What is needed: Would you write out all of the records that follow, exactly as they stand?

Provided entries:
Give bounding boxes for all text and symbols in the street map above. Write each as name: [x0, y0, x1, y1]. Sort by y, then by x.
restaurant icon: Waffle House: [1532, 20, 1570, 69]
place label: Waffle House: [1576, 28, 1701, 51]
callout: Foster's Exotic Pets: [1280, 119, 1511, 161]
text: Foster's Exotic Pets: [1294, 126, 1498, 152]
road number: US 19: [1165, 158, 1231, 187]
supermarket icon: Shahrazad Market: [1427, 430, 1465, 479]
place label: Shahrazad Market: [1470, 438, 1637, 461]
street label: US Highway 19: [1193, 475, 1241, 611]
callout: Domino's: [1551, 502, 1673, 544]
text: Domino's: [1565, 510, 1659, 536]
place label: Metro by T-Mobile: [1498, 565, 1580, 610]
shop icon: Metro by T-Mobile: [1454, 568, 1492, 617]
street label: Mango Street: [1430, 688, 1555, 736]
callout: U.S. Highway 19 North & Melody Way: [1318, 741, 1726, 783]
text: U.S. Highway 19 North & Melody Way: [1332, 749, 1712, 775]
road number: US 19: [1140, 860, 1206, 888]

Output for this exercise:
Give bounding boxes for all text and symbols in the street map above. Write each as name: [x0, y0, x1, y1]. Sort by y, then by x.
restaurant icon: Waffle House: [1532, 20, 1570, 69]
place label: Waffle House: [1576, 28, 1701, 51]
callout: Foster's Exotic Pets: [1280, 119, 1511, 161]
text: Foster's Exotic Pets: [1294, 126, 1498, 152]
road number: US 19: [1165, 158, 1231, 187]
supermarket icon: Shahrazad Market: [1427, 430, 1465, 479]
place label: Shahrazad Market: [1470, 438, 1637, 461]
street label: US Highway 19: [1193, 475, 1241, 611]
callout: Domino's: [1551, 502, 1673, 544]
text: Domino's: [1565, 510, 1659, 536]
place label: Metro by T-Mobile: [1498, 565, 1580, 610]
shop icon: Metro by T-Mobile: [1454, 568, 1492, 617]
street label: Mango Street: [1430, 688, 1555, 736]
callout: U.S. Highway 19 North & Melody Way: [1318, 741, 1726, 783]
text: U.S. Highway 19 North & Melody Way: [1332, 749, 1712, 775]
road number: US 19: [1140, 860, 1206, 888]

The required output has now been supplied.